And for completeness here is my build.properties:

source.. = src/
output.. = bin/
bin.includes = META-INF/,\
               .,\
               plugin.xml,\
               icons/,\
               src/,\
               lib/apache/commons-collections4-4.0/commons-collections4-4.0.jar,\
               lib/apache/commons-math3-3.4.1/commons-math3-3.4.1.jar,\
               lib/apache/commons-lang3-3.4/commons-lang3-3.4.jar,\
               data/

This was a frustrating exercise so I'll try to be verbose with my explanation. Interestingly I also found this link listing the "top 53 voted examples" on how to use org.eclipse.core.runtime.FileLocator, so its obviously an area that confuses a lot of people:

http://www.programcreek.com/java-api-examples/org.eclipse.core.runtime.FileLocator

My main problem was in finding a suitable place to put the ChineseDictionary.txt file. Originally my package was (com.scientificstrategy.marketmodel.common.language) and I had the following file structure (trying to keep all of my future data files together):

/.
_/src
__/packages
___/common
____/language
_____/ChineseDictionary.java
____/data
_____/ChineseDictionary.txt

So my relative path from my java class to the text file was: /../data/ChineseDictionary.txt

But the instruction:

IPath pathChineseDictionary = new Path(INTERNAL_CHINESE_DICTIONARY_CLASSPATH_LOCATION)

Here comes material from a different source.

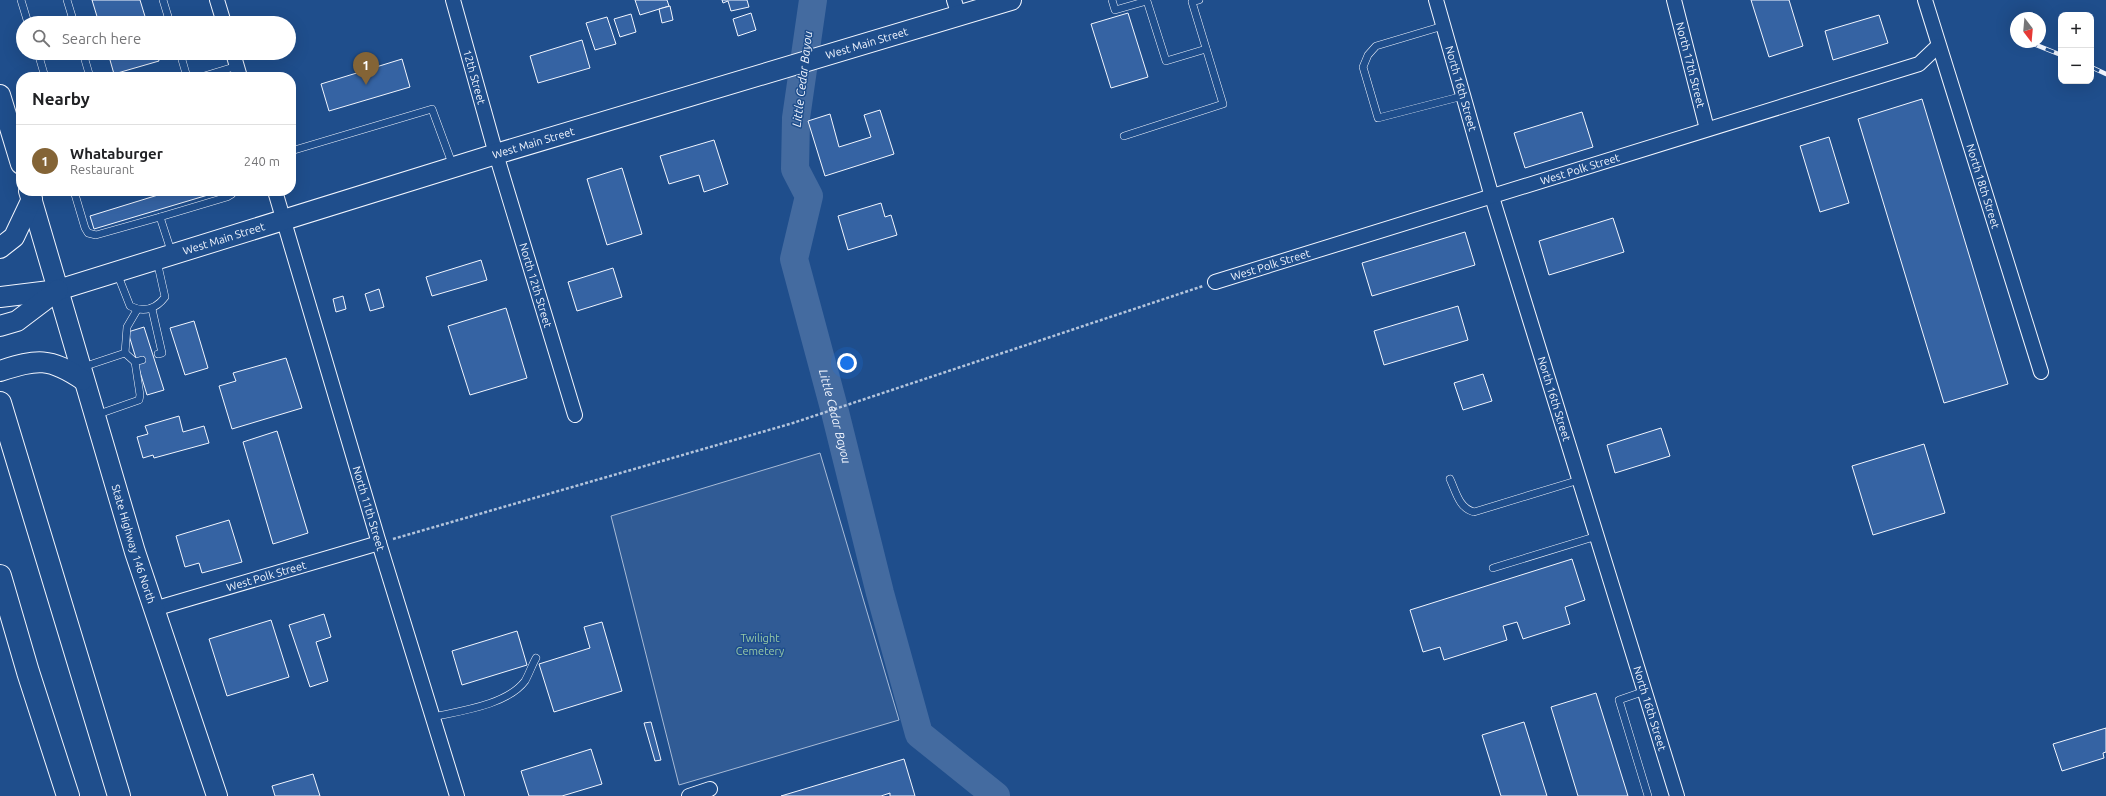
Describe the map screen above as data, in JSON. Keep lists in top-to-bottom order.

seems to drop the ".." part of the path.

So instead I created a top-level data directory:

/.
_/src
_/data
__/ChineseDictionary.txt

and ensured that the /data directory was included in the build.properties. That seemed to do the trick. Thanks for the help!

If you start the path with "/" it's an absolute path starting at the plug-in root.

ah - yes - I could have easily made that mistake also. That's a great tip to remember for next time!